Sénateur, Premier échevin de la Ville de Bruxelles en charge de l’Etat civil et des Sports, Alain Courtois est une personnalité singulière au MR. En cette rentrée, l’ancien secrétaire général de l’Union belge de football trouve son inspiration dans notre équipe nationale. » J’ai toujours dit que nous avions besoin d’un ministre du marketing dans notre pays qui se vend trop mal et les Diables Rouges jouent ce rôle aujourd’hui. Je suis sûr que cela peut avoir un impact sur les élections de 2014, assène-t-il. Si l’on se qualifie pour la Coupe du monde au Brésil, toute la campagne électorale sera marquée par la Diablomania. »
Le Vif/L’Express : En quoi les Diables rouges vous inspirent-ils ?
Alain Courtois : Avec eux, le sport nous donne la leçon. Il a réussi son intégration, son amalgame de multiculturalité, d’absence de classes sociales. J’aime cette équipe nationale parce qu’elle est composée de gars qui viennent des quartiers, qui ont fait leurs classes sportives ici. Ce que le sport fait, les autres branches de la société peuvent le faire.
Le sport montre la voie parce qu’il y a du talent…

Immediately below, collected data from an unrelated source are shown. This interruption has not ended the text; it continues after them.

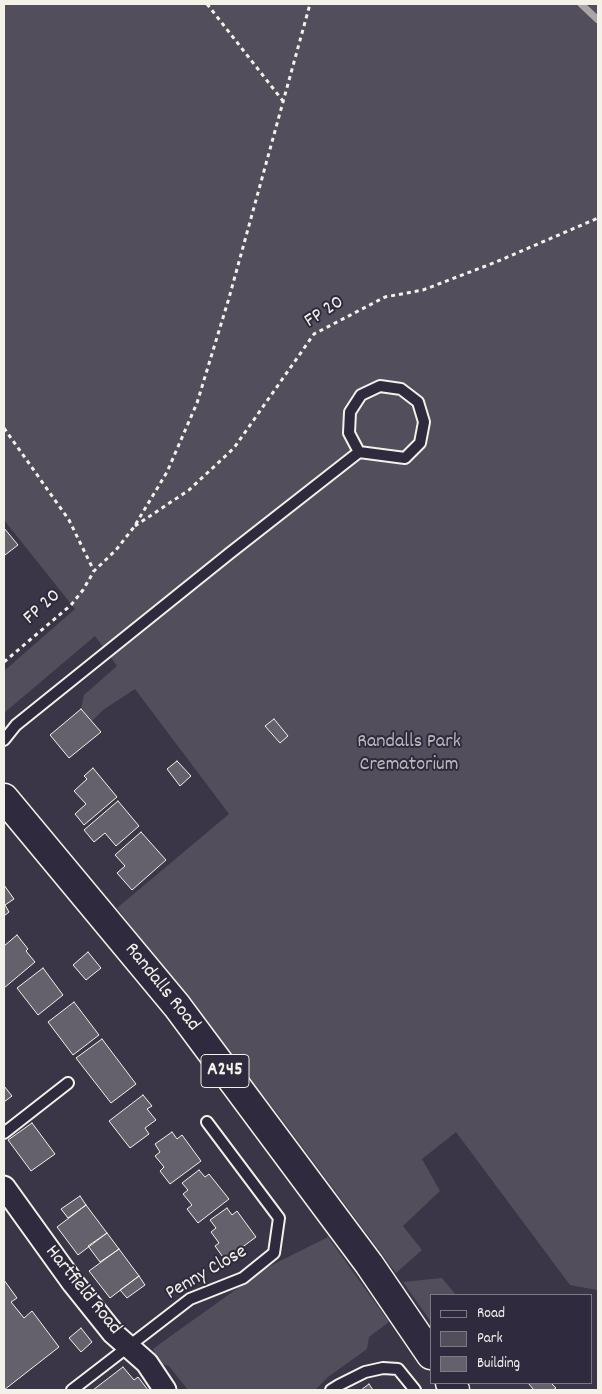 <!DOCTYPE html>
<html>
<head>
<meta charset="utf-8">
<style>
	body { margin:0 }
	#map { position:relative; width:602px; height:1394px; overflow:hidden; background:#3b3647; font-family:Dekko,sans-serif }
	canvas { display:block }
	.frame { position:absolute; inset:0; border:5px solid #f4f1e8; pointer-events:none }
	.legend { position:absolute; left:430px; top:1294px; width:162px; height:90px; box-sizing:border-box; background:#2f2a3d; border:1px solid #7e7a81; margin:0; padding:6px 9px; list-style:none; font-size:15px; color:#f4f1e8 }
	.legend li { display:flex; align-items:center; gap:10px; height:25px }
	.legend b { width:25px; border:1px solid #7e7a81 }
</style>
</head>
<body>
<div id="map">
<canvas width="602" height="1394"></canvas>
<div class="frame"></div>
<ul class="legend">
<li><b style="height:6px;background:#2f2a3d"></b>Road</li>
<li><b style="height:14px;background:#534e5c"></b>Park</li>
<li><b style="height:14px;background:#65616c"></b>Building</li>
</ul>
</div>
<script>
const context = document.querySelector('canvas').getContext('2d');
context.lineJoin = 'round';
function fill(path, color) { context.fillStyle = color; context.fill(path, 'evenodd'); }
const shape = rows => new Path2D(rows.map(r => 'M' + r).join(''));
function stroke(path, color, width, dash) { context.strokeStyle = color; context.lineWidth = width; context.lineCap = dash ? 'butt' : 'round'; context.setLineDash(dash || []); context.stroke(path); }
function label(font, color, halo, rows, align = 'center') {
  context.font = font + ' Dekko,sans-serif'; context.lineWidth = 4; context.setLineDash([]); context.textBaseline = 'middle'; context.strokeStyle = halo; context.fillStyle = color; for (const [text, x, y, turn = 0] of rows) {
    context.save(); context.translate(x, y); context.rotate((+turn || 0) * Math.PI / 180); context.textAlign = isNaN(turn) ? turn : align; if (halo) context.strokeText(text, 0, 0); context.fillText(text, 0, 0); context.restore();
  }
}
fill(shape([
	[4,4,598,4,598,1292,597,1290,570,1285,456,1132,422,1159,440,1191,403,1226,422,1250,396,1273,277,1113,117,908,229,814,135,689,103,710,92,721,81,709,84,695,117,666,95,636,4,713,4,671,75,609,4,520],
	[328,1237,389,1322,369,1337,367,1349,328,1377,315,1390,188,1390,169,1366,159,1363,153,1349,161,1343,266,1268],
	[442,1278,456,1295,431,1295,431,1322,403,1282]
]), '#534e5c');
stroke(shape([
	[581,4,598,20]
]), '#aaa6a7', 7);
const building = shape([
	[4,528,18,545,5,555,4,553,4,528],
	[81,709,101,732,69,758,50,735,81,709],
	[274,719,288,736,280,743,265,726,274,719],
	[177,761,191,776,180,786,167,769,177,761],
	[93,768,117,797,84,825,75,814,86,804,74,791,87,779,84,776,93,768],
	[118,801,139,826,116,846,105,833,94,842,84,830,118,801],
	[141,832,166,860,132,890,117,873,125,866,115,855,141,832],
	[4,885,14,899,5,905,9,912,4,916,4,885],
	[17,935,28,949,26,951,35,962,4,988,4,946,17,935],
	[88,952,101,968,86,980,73,965,88,952],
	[43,968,63,995,38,1015,17,988,43,968],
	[74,1002,99,1035,73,1055,48,1022,74,1002],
	[102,1039,136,1084,111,1103,76,1058,102,1039],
	[4,1086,12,1096,4,1102,4,1086],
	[143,1095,152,1106,147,1109,156,1120,145,1128,149,1134,130,1148,109,1121,143,1095],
	[32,1123,55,1154,31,1171,8,1140,32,1123],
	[172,1132,177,1139,182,1135,201,1161,170,1184,160,1171,164,1167,155,1156,160,1152,155,1144,172,1132],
	[199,1170,205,1177,209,1174,229,1199,198,1223,187,1209,192,1205,183,1194,188,1190,182,1183,199,1170],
	[80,1196,86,1205,68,1218,61,1209,80,1196],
	[86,1205,107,1233,78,1255,57,1227,86,1205],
	[227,1208,232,1215,237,1211,256,1237,225,1260,215,1246,219,1243,211,1232,216,1228,210,1220,227,1208],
	[107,1233,119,1249,100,1262,88,1246,107,1233],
	[119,1249,139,1276,110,1298,89,1271,119,1249],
	[139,1276,145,1285,127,1298,120,1290,139,1276],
	[4,1280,17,1298,11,1302,24,1318,32,1311,59,1347,4,1390,4,1280],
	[81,1328,92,1342,81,1352,69,1338,81,1328],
	[123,1367,134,1380,138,1377,148,1390,93,1390,123,1367],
	[528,1383,551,1383,556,1388,553,1390,534,1390,528,1383],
	[369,1384,373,1390,361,1390,369,1384]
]);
fill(building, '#65616c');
stroke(building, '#f4f1e8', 1);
const lane = shape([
	[4,740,16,725,230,553,359,452,405,458,420,443,424,422,418,402,401,389,380,386,361,395,350,412,349,433,359,452],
	[4,1133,68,1083],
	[72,1390,190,1299,243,1278,274,1253,279,1218,207,1122],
	[331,1390,339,1385,365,1372,383,1368,398,1369,415,1390]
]);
const street = shape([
	[4,1187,73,1283,113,1333,147,1363,165,1390]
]);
const primary = shape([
	[4,798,177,1006,369,1264,431,1355],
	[450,1383,455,1390]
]);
stroke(lane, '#f4f1e8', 14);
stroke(street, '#f4f1e8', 25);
stroke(primary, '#f4f1e8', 31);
stroke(shape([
	[207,4,283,101],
	[4,428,69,520,94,571],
	[135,526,189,490,234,448,314,334,385,297,423,290,496,262,598,218],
	[4,662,71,605,83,590,94,571,116,550,134,527,167,472,197,403,229,298,310,4]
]), '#f4f1e8', 3, [4, 4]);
stroke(lane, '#2f2a3d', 10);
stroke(street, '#2f2a3d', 21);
stroke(primary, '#2f2a3d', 28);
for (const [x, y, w] of [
	[225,1071,48]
]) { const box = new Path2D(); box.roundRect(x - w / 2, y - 16.5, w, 33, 4); context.fillStyle = '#2f2a3d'; context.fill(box); stroke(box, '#f4f1e8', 1); }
label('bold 19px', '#f4f1e8', null, [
	["A245",225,1071]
]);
label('20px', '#f4f1e8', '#2f2a3d', [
	["FP 20",325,313,-33],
	["FP 20",43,608,-42],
	["Randalls Road",161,988,51],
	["Penny Close",207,1274,-30],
	["Hartfield Road",82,1291,51]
]);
label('20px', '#bcb8b7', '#2f2a3d', [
	["Randalls Park",409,743],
	["Crematorium",409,766]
]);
</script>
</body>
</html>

Parce qu’il y a du travail aussi. Parce que des entraîneurs ont compris que l’intégration passe par là. Quand Michel D’Hooghe et moi sommes arrivés à la fédération de football en 1987, il y avait encore des instructions aux scouts, ces chasseurs de talent, disant : pas d’étrangers !
Pour éclater vraiment, les talents belges ont dû s’exporter à l’étranger…
Parce qu’il n’y a pas ici d’infrastructures sportives dignes de ce nom. Nous manquons d’ambition. Nous n’avons qu’un stade national, qui vit sous dérogation de l’Union européenne de football (UEFA) – et je signale à tout le monde que celle-ci est terminée l’année prochaine. Sans nouveau projet clair, où ira jouer la sixième équipe au monde ? En France ? Même chose pour le hockey ! On va me dire d’aller jouer dans le bac à sable avec mes problèmes de sport ? Je constate quand même que lors du match contre la Serbie, tous les politiques étaient là. Quand Henin et Clijsters jouaient en finale à Roland-Garros, le TGV portait parfaitement son nom : » Tout le Gouvernement Va « . Ce que je demande, c’est qu’ils soient là aussi lorsqu’il s’agit de prendre des décisions.
Le seul moment où l’on en parle du sport, c’est quand on rentre des Jeux olympiques et que l’on n’a pratiquement pas de médaille. Je ne suis pas un acharné des médailles, mais je veux une vision politique. Je prône le sport pour tous. Je veux mettre un golf public à Neder-over-Hembeek ou développer le hockey partout dans la ville.
La saga chaotique du nouveau Stade national illustre ce manque d’ambition ?
Depuis 1988, je n’ai jamais cessé de le réclamer. S’il n’y avait pas eu l’UEFA, qui met des dates pour l’Euro 2020, ce débat ne serait sans doute jamais venu. Il y a urgence. Ce Stade sera essentiellement financé par le privé. Il y a moins de problème pour trouver le financement que pour s’accorder sur l’emplacement. Si on ne parvient pas à s’entendre, que fera-t-on si un acteur privé prend lui-même l’initiative de le construire pour nous le louer ensuite ? Est-ce une dépense trop onéreuse ? Non. Le secteur public ne doit livrer que le terrain.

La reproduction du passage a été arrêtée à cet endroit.